● Try it: Write out every entry in full. Leave nothing out.

Records contained in a dataset
* * *

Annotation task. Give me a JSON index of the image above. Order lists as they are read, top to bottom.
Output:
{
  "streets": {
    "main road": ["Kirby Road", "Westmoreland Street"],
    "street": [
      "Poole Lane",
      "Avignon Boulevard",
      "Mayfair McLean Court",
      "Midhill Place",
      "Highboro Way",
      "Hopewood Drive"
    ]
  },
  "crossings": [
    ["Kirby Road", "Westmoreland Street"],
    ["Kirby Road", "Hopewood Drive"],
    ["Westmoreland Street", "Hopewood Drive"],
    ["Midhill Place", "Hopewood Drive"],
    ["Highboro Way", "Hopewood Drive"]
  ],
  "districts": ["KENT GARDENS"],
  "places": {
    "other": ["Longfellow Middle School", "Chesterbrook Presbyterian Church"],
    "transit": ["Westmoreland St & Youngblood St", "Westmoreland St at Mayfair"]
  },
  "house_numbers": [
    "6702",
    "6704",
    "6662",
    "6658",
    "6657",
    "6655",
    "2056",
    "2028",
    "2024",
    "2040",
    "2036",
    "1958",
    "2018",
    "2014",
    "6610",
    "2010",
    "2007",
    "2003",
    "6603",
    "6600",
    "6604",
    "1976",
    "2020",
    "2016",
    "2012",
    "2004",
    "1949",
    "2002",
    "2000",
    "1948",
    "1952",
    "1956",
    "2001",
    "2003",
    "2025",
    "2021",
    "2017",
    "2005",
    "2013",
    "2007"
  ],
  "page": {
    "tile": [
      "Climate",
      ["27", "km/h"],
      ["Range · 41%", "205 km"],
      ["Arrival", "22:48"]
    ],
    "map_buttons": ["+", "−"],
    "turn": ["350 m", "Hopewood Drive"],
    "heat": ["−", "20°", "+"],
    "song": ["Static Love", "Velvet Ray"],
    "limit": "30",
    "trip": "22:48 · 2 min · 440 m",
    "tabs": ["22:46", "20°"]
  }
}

* * *

● Task result:
Annotation task. Give me a JSON index of the image above. Order lists as they are read, top to bottom.
Output:
{
  "streets": {
    "main road": ["Kirby Road", "Westmoreland Street"],
    "street": [
      "Poole Lane",
      "Avignon Boulevard",
      "Mayfair McLean Court",
      "Midhill Place",
      "Highboro Way",
      "Hopewood Drive"
    ]
  },
  "crossings": [
    ["Kirby Road", "Westmoreland Street"],
    ["Kirby Road", "Hopewood Drive"],
    ["Westmoreland Street", "Hopewood Drive"],
    ["Midhill Place", "Hopewood Drive"],
    ["Highboro Way", "Hopewood Drive"]
  ],
  "districts": ["KENT GARDENS"],
  "places": {
    "other": ["Longfellow Middle School", "Chesterbrook Presbyterian Church"],
    "transit": ["Westmoreland St & Youngblood St", "Westmoreland St at Mayfair"]
  },
  "house_numbers": [
    "6702",
    "6704",
    "6662",
    "6658",
    "6657",
    "6655",
    "2056",
    "2028",
    "2024",
    "2040",
    "2036",
    "1958",
    "2018",
    "2014",
    "6610",
    "2010",
    "2007",
    "2003",
    "6603",
    "6600",
    "6604",
    "1976",
    "2020",
    "2016",
    "2012",
    "2004",
    "1949",
    "2002",
    "2000",
    "1948",
    "1952",
    "1956",
    "2001",
    "2003",
    "2025",
    "2021",
    "2017",
    "2005",
    "2013",
    "2007"
  ],
  "page": {
    "tile": [
      "Climate",
      ["27", "km/h"],
      ["Range · 41%", "205 km"],
      ["Arrival", "22:48"]
    ],
    "map_buttons": ["+", "−"],
    "turn": ["350 m", "Hopewood Drive"],
    "heat": ["−", "20°", "+"],
    "song": ["Static Love", "Velvet Ray"],
    "limit": "30",
    "trip": "22:48 · 2 min · 440 m",
    "tabs": ["22:46", "20°"]
  }
}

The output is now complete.